**** Task data ****

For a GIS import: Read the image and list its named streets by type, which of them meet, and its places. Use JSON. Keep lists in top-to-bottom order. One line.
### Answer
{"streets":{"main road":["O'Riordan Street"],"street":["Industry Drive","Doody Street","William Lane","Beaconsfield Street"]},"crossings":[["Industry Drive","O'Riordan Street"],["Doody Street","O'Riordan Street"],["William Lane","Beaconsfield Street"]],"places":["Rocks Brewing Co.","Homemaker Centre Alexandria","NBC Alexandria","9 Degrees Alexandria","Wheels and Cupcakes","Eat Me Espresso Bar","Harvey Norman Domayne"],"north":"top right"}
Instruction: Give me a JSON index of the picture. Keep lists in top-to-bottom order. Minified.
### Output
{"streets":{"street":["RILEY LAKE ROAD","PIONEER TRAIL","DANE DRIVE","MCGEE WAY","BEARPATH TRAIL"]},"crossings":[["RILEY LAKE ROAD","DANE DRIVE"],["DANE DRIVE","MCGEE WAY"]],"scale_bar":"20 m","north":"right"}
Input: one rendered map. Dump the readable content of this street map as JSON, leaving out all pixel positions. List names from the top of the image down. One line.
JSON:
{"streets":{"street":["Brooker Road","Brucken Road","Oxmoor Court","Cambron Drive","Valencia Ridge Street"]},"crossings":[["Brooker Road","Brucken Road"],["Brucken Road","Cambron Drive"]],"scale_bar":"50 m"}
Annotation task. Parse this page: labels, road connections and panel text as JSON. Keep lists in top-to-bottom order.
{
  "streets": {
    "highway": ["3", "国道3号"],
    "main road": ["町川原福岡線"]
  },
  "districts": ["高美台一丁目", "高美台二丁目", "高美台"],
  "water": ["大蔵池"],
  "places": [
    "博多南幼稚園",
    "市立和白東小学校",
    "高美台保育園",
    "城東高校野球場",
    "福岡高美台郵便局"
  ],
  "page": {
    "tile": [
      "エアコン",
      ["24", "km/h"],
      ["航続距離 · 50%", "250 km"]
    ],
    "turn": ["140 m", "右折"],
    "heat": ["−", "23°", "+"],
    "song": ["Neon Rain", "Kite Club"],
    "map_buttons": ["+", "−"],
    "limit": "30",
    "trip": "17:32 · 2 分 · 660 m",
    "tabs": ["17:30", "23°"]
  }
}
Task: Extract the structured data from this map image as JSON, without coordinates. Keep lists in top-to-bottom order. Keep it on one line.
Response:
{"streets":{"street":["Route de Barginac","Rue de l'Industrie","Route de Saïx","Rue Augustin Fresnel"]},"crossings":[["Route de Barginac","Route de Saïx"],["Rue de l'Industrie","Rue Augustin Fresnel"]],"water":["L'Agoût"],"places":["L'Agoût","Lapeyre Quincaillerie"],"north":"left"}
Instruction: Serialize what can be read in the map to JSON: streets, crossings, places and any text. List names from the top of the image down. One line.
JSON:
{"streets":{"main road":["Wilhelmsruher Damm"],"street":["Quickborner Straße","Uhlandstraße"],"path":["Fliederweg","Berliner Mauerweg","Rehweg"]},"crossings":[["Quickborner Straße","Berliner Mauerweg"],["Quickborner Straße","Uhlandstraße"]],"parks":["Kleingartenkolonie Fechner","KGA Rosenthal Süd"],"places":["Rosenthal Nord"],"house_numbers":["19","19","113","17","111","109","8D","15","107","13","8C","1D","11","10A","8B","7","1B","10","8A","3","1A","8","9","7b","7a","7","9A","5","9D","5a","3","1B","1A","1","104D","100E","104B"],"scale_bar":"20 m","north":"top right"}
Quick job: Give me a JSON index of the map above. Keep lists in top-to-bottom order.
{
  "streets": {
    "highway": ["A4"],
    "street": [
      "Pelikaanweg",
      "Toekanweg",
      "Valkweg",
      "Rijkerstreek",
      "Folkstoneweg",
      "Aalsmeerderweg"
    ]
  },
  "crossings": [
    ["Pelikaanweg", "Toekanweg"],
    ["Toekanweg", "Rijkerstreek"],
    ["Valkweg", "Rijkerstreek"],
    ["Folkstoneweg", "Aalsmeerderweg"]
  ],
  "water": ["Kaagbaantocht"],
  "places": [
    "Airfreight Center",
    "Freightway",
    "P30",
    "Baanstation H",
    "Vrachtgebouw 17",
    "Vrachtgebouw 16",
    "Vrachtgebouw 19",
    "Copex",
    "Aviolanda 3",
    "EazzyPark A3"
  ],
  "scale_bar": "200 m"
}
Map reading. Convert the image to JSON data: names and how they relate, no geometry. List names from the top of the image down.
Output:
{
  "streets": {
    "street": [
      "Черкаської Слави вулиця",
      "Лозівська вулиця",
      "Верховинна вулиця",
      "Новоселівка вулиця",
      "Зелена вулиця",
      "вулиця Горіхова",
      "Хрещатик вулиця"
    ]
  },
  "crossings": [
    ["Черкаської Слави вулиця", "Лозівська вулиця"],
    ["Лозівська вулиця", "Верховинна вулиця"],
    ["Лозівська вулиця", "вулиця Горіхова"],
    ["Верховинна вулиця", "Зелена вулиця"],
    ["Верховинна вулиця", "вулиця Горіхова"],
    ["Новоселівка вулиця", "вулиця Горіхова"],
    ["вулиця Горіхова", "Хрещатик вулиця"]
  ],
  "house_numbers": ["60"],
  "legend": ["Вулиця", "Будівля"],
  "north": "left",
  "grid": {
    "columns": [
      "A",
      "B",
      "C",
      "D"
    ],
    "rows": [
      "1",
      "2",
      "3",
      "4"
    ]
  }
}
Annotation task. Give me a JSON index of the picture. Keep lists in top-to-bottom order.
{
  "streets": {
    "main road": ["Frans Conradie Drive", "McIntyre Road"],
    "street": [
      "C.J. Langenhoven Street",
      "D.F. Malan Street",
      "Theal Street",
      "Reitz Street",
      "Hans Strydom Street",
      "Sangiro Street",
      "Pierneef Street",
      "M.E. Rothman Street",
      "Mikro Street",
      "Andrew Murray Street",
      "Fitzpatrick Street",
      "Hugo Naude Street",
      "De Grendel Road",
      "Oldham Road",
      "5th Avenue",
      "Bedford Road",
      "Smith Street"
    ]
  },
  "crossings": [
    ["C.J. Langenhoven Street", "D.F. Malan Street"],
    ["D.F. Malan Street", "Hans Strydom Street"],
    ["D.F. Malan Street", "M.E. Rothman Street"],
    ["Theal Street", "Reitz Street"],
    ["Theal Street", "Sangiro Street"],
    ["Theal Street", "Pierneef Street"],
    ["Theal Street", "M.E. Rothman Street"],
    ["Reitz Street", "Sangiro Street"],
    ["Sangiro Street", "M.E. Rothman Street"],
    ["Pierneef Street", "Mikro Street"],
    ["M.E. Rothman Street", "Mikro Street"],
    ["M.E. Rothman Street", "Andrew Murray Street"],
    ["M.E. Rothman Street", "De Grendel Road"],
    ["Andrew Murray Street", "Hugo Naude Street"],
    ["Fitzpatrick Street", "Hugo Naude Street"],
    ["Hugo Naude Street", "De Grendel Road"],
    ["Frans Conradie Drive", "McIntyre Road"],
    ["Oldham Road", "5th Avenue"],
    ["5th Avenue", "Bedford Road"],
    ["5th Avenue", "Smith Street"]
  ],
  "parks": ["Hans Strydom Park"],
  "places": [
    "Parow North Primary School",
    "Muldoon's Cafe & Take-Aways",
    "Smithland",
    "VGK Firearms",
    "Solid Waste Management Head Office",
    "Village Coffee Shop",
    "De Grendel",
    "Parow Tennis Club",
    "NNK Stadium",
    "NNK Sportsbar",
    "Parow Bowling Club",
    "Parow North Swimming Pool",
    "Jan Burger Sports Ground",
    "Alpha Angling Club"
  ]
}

****

# Problem requirements
For the string "Instruction", work out how many lines of the data contain it; answer with the number alone.

# Answer section
2